In a startling and fulfilling formal leap, what we expect to be a 1960s coming-of-age-in-college novel gets blown to bits when Dunn time-jumps to Sally’s midthirties. She weighs two hundred pounds and lives in Boston with a poet who urinates on her donuts to stop her from making herself even more miserable. She leapfrogs around different periods of an angry, confused adult existence, always coming back to those young years of watching her closest companions fall in love with each other, which she can never find a way to do. It is this revisiting, structurally, that brings so much enrichment to the novel, looking back, back, back, perhaps in an effort to discover the cause of her adult pain or perhaps just for the pleasure of remembering. In this way, Toad reminds me of Mary Gaitskill’s Two Girls Fat and Thin, which reviews details of experience in order to discover an explanation for a life that cannot be summed up.
Sally’s journey is one that today we would call “bipolar,” but it is written without diagnostic intent. And Dunn has such command of the feelings-to-page process that her character’s inability to get a grip on her roller-coaster life is conveyed fully, with articulation and coherence. Sally, on aging: “I used to pride myself on handling people. Another myth of myself expunged, and about time.” Sally’s early love affair with Carush (“another one of my beauties”): “He made me happy enough, in his dour and ridiculous way.”
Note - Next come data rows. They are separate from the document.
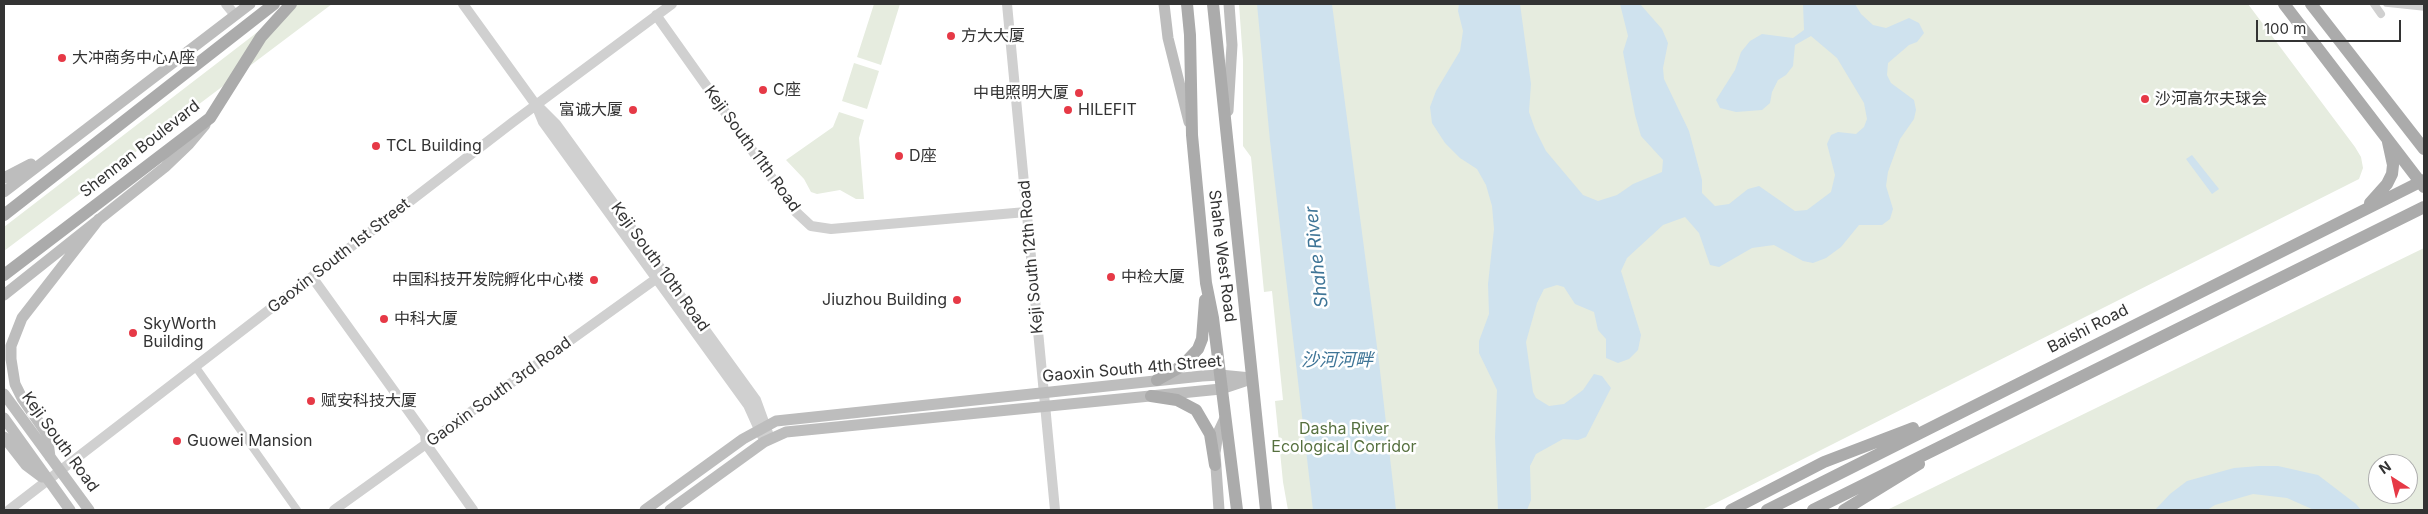 <!DOCTYPE html>
<html>
<head>
<meta charset="utf-8">
<style>
	body { margin:0 }
	#map { position:relative; width:2428px; height:514px; overflow:hidden; background:#fff; font-family:Inter,sans-serif }
	canvas { display:block }
	.frame { position:absolute; inset:0; border:5px solid #333; pointer-events:none }
	.north { position:absolute; left:2368px; top:454px; width:50px; height:50px; box-sizing:border-box; background:#fff; border:1px solid #adadad; border-radius:50%; rotate:325deg; font-size:14px; font-weight:700; line-height:20px; text-align:center; color:#333 }
	.north::after { content:''; display:block; margin:auto; width:18px; height:22px; background:#e63946; clip-path:polygon(50% 0,100% 100%,50% 72%,0 100%) }
	.scale { position:absolute; left:2256px; top:20px; width:145px; height:22px; box-sizing:border-box; border:2px solid #333; border-top:0; padding-left:6px; font-size:15px; line-height:18px; white-space:nowrap; color:#333; -webkit-text-stroke:4px #fff; paint-order:stroke }
</style>
</head>
<body>
<div id="map">
<canvas width="2428" height="514"></canvas>
<div class="frame"></div>
<div class="north">N</div>
<div class="scale">100 m</div>
</div>
<script>
const c = document.querySelector('canvas').getContext('2d');
c.lineJoin = 'round';
function paint(path, color) { c.fillStyle = color; c.fill(path, 'evenodd'); }
const toPath = rows => new Path2D(rows.map(r => 'M' + r).join(''));
function stroke(path, color, width, dash) { c.strokeStyle = color; c.lineWidth = width; c.lineCap = dash ? 'butt' : 'round'; c.setLineDash(dash || []); c.stroke(path); }
function label(font, color, halo, rows, align = 'center') {
  c.font = font + ' Inter,"Noto Sans SC",sans-serif'; c.lineWidth = 5; c.setLineDash([]); c.textBaseline = 'middle'; c.strokeStyle = halo; c.fillStyle = color; for (const [text, x, y, turn = 0] of rows) {
    c.save(); c.translate(x, y); c.rotate((+turn || 0) * Math.PI / 180); c.textAlign = isNaN(turn) ? turn : align; if (halo) c.strokeText(text, 0, 0); c.fillText(text, 0, 0); c.restore();
  }
}
paint(toPath([
	[294,4,332,4,4,251,4,227],
	[874,4,900,4,881,65,857,57],
	[1239,4,2248,4,2355,147,2361,157,2363,168,2359,179,1702,510,1288,510,1283,482,1275,401,1283,400,1272,291,1264,292,1251,157,1243,146,1243,60],
	[854,63,879,71,867,109,842,101],
	[839,112,864,120,859,138,864,199,856,199,840,190,817,194,811,192,804,179,786,160,833,127],
	[2424,248,2424,510,1887,510],
	[2378,464,2408,464,2408,494,2378,494]
]), '#e6ecdf');
paint(toPath([
	[1257,4,1332,4,1379,362,1396,510,1313,510,1270,141],
	[1459,4,1520,4,1531,84,1529,112,1535,129,1546,151,1583,195,1598,201,1617,195,1633,184,1662,172,1663,160,1641,136,1635,115,1623,52,1628,36,1620,4,1640,4,1662,29,1668,43,1663,68,1664,79,1689,131,1702,180,1702,193,1715,206,1729,204,1748,189,1759,186,1795,211,1807,210,1831,192,1835,175,1827,144,1831,135,1838,132,1856,134,1864,127,1867,119,1864,103,1837,58,1811,36,1795,45,1793,66,1786,75,1778,80,1772,92,1770,103,1762,110,1736,112,1720,108,1716,100,1735,70,1741,52,1750,41,1762,34,1793,38,1804,30,1803,4,1855,4,1861,14,1873,25,1886,28,1909,18,1919,23,1924,33,1917,42,1909,45,1888,63,1887,75,1891,83,1914,100,1916,110,1914,119,1900,139,1888,172,1886,186,1893,209,1890,219,1882,225,1859,225,1841,247,1826,258,1813,263,1803,261,1774,245,1752,248,1719,267,1710,265,1699,233,1685,217,1663,225,1627,258,1621,271,1641,335,1638,350,1629,359,1618,363,1606,358,1606,339,1598,330,1594,312,1575,304,1564,287,1557,285,1544,289,1537,303,1526,342,1533,392,1536,398,1549,406,1564,404,1583,390,1594,374,1602,376,1611,388,1586,437,1578,440,1563,439,1536,454,1530,466,1531,500,1527,510,1498,510,1495,437,1497,390,1479,353,1479,341,1489,314,1488,284,1494,229,1492,206,1486,185,1477,169,1460,158,1445,143,1432,123,1430,107,1436,91,1460,51,1463,31,1458,11],
	[2192,155,2219,189,2212,194,2186,159],
	[2259,466,2278,466,2318,475,2356,504,2361,510,2314,510,2287,498,2253,494,2215,505,2207,510,2155,510,2170,494,2187,481,2234,468]
]), '#cfe2ee');
stroke(toPath([
	[2386,4,2424,8]
]), '#d0d0d0', 5.5);
stroke(toPath([
	[2374,4,2381,14],
	[195,366,297,510]
]), '#d0d0d0', 8);
stroke(toPath([
	[226,4,235,15],
	[463,4,536,105,543,122,748,405,762,436],
	[1007,4,1055,510],
	[656,15,796,212,811,226,831,229,1026,212],
	[537,105,556,124,756,400,768,433],
	[312,277,425,434,426,444,473,510],
	[9,510,513,122,672,4],
	[334,510,660,276]
]), '#d0d0d0', 10);
stroke(toPath([
	[1164,4,1168,38,1189,122],
	[1228,111,1232,45,1229,4],
	[4,178,31,164],
	[4,192,250,4],
	[4,295,165,167,189,144,205,125],
	[4,394,89,510],
	[4,418,70,510],
	[4,437,26,465,42,477],
	[50,457,47,434,22,398,15,384,11,359,11,346,22,318,99,219],
	[645,510,743,439,776,421,1202,376,1220,375,1251,378],
	[670,510,764,442,786,432,1221,389,1248,380],
	[1219,510,1215,453,1218,433,1225,418]
]), '#bdbdbd', 11);
stroke(toPath([
	[1187,4,1190,35,1192,135,1206,283,1213,318,1237,510],
	[1213,4,1266,510],
	[2284,4,2424,187],
	[2311,4,2424,149],
	[2370,203,2387,184,2392,174,2393,165,2388,142],
	[4,215,274,4],
	[4,275,210,118,261,37,291,4],
	[1157,380,1182,366,1198,349,1202,339,1205,300],
	[1151,396,1177,400,1196,410,1210,434,1215,465],
	[1731,510,1824,462,1913,428],
	[1767,510,2424,180],
	[1813,510,2424,207],
	[1844,510,1919,464]
]), '#ababab', 12);
for (const [x, y, r, color] of [
	[951,36,5,"#e63946"],
	[62,58,5,"#e63946"],
	[763,90,5,"#e63946"],
	[1079,93,5,"#e63946"],
	[2145,99,5,"#e63946"],
	[633,110,5,"#e63946"],
	[1068,110,5,"#e63946"],
	[376,146,5,"#e63946"],
	[899,156,5,"#e63946"],
	[1111,277,5,"#e63946"],
	[594,280,5,"#e63946"],
	[957,300,5,"#e63946"],
	[384,319,5,"#e63946"],
	[133,333,5,"#e63946"],
	[311,401,5,"#e63946"],
	[177,441,5,"#e63946"]
]) { const dot = new Path2D(); dot.arc(x, y, r, 0, 2 * Math.PI); c.fillStyle = color; c.fill(dot); stroke(dot, '#fff', 2); }
label('16px', '#333', '#fff', [
	["方大大厦",961,36],
	["大冲商务中心A座",72,58],
	["C座",773,90],
	["中电照明大厦",1069,93,"right"],
	["沙河高尔夫球会",2155,99],
	["富诚大厦",623,110,"right"],
	["HILEFIT",1078,110],
	["TCL Building",386,146],
	["D座",909,156],
	["中检大厦",1121,277],
	["中国科技开发院孵化中心楼",584,280,"right"],
	["Jiuzhou Building",947,300,"right"],
	["中科大厦",394,319],
	["SkyWorth",143,324],
	["Building",143,342],
	["赋安科技大厦",321,401],
	["Guowei Mansion",187,441]
], 'left');
label('16px', '#333', '#fff', [
	["Shennan Boulevard",140,149,-38],
	["Keji South 11th Road",752,149,54],
	["Gaoxin South 1st Street",339,256,-38],
	["Shahe West Road",1222,256,83],
	["Keji South 12th Road",1031,257,-95],
	["Keji South 10th Road",660,267,54],
	["Baishi Road",2088,329,-27],
	["Gaoxin South 4th Street",1132,369,-5],
	["Gaoxin South 3rd Road",499,392,-36],
	["Keji South Road",60,442,54]
]);
label('16px', '#56703f', '#fff', [
	["Dasha River",1344,429],
	["Ecological Corridor",1344,447]
]);
label('italic 18px', '#3f7597', '#fff', [
	["Shahe River",1317,257,-96],
	["沙河河畔",1337,361]
]);
</script>
</body>
</html>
Toad makes me cry for all the singular women writers out there who were subjected to the brutalities of the homogenizing apparatus. Yes, Dunn got her moment of recognition with Geek Love, but unlike the myth of “success,” it gave her no power whatsoever regarding her other works. This reality should shatter the illusion that “success” works equally for women and men. An iconoclast like Dunn, illuminating such a classic but ignored American story, simply did not fit into the apparatus.
So, kudos to the book’s editor and champion, Naomi Huffman, and the heroes at FSG who fought the fight and got Toad into print. I hope it will win some recognition as a gifted chronicle of American experience, one previously undocumented and uninterpreted and, therefore, denied.